CHAPTER 1
Resurrection Lily
Dad, seriously? How can one person accumulate so many boxes of crap! That’s what was going through my head as I opened the door to Dad’s home office closet. Thankful all the stuff inside did
not come tumbling out on top of me, I wasn’t exactly sure what I was searching for; there was just the feeling to investigate that closet while I was home visiting my parents.
Old photos were sticking out of one box, so I began there. Sifting through these pictures was very moving for me. I loved seeing my dad as a little boy—all the black-and-white photos plus the sepia ones of him as a little boy with his parents. Dad’s parents, as well as my maternal grandparents, died long before I was born, so learning anything about either set of grandparents was both exciting and fascinating for me. Seeing all of these hidden treasures of Dad’s childhood, I wondered why he never shared them with me before.

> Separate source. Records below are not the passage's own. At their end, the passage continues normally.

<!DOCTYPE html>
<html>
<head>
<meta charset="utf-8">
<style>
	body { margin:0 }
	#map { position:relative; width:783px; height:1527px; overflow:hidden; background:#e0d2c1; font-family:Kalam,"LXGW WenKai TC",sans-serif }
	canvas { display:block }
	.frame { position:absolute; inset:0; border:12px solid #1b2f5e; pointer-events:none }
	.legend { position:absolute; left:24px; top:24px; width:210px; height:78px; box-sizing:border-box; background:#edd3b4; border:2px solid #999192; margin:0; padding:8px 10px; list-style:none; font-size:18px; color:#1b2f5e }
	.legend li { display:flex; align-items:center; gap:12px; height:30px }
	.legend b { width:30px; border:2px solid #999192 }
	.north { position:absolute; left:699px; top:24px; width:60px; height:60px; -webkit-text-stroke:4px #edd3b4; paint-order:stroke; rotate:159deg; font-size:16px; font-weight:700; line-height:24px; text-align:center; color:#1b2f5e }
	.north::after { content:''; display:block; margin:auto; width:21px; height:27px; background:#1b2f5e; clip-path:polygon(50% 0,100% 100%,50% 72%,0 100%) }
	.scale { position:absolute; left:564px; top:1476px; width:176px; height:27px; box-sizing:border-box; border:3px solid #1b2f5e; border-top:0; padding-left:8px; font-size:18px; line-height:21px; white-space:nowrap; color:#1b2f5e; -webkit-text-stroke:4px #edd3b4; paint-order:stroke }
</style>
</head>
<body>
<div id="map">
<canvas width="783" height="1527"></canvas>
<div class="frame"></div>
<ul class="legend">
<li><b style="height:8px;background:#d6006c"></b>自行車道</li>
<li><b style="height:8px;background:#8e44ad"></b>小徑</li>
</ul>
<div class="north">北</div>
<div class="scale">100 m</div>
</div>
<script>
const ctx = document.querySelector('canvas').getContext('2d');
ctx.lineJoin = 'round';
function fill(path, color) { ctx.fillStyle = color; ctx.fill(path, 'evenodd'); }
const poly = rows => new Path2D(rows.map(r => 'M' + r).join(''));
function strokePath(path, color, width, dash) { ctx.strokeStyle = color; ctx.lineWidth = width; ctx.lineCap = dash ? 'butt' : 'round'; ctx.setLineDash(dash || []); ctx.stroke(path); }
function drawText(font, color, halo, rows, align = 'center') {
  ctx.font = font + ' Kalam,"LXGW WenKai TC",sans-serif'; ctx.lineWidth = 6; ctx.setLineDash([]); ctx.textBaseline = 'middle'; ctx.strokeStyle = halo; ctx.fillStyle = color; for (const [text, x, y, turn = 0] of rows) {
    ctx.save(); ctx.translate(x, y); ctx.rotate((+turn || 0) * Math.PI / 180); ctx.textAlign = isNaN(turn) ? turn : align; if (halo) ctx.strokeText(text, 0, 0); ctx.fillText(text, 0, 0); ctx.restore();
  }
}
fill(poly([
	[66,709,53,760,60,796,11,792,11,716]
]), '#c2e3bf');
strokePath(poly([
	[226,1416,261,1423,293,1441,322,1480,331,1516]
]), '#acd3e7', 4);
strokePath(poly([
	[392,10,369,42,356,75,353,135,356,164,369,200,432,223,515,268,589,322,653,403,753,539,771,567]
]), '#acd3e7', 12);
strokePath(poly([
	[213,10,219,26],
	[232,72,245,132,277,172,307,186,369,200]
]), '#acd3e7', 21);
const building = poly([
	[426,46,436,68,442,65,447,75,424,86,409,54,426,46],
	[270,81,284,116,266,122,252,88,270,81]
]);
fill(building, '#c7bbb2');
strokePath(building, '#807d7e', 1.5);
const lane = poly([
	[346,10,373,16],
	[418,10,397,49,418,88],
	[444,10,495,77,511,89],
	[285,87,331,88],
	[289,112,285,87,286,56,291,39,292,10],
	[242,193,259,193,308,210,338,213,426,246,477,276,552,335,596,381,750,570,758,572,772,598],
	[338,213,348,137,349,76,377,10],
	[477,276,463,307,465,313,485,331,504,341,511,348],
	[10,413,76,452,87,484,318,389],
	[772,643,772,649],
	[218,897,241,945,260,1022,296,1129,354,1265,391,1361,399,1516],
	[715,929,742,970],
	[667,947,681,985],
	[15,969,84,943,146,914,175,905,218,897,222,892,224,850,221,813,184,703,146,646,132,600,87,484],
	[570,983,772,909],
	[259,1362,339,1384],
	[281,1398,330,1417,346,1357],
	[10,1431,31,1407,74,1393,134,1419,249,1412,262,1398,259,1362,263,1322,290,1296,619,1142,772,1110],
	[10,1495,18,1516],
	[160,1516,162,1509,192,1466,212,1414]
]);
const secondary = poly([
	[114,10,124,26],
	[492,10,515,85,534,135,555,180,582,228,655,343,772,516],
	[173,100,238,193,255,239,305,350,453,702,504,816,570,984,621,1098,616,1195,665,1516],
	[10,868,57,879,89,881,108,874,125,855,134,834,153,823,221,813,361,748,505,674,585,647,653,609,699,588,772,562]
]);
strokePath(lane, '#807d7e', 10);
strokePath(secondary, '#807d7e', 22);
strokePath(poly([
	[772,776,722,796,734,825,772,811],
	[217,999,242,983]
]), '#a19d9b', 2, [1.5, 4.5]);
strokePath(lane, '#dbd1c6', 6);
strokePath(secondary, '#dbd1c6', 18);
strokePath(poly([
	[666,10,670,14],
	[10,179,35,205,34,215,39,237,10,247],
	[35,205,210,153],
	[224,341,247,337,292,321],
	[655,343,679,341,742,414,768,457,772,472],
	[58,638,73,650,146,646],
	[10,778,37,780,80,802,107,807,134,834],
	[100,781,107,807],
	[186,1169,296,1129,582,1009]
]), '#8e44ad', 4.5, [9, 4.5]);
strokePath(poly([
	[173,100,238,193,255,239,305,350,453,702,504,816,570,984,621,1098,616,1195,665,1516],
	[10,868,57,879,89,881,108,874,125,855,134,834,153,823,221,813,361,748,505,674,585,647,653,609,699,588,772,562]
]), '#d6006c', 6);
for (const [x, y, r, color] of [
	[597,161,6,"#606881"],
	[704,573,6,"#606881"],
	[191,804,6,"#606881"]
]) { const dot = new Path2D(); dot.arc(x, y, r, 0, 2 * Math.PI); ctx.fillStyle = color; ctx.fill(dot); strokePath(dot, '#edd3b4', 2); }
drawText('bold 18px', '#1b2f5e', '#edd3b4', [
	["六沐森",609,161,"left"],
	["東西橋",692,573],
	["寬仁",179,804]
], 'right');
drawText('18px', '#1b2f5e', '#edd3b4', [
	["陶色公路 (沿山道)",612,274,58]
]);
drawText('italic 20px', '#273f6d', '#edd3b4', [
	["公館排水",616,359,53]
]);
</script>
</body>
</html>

As I looked at all the great memories in front of me, I thought it would be an excellent idea to make Dad a scrapbook for his seventy-fifth birthday, which was later that year, August 2002. My daughter, Brooke, was only six months old, so I knew I would have time to sort through everything after I put her to sleep. I was sure if I kept at it for a few nights, I would be able to get through all Dad’s stuff.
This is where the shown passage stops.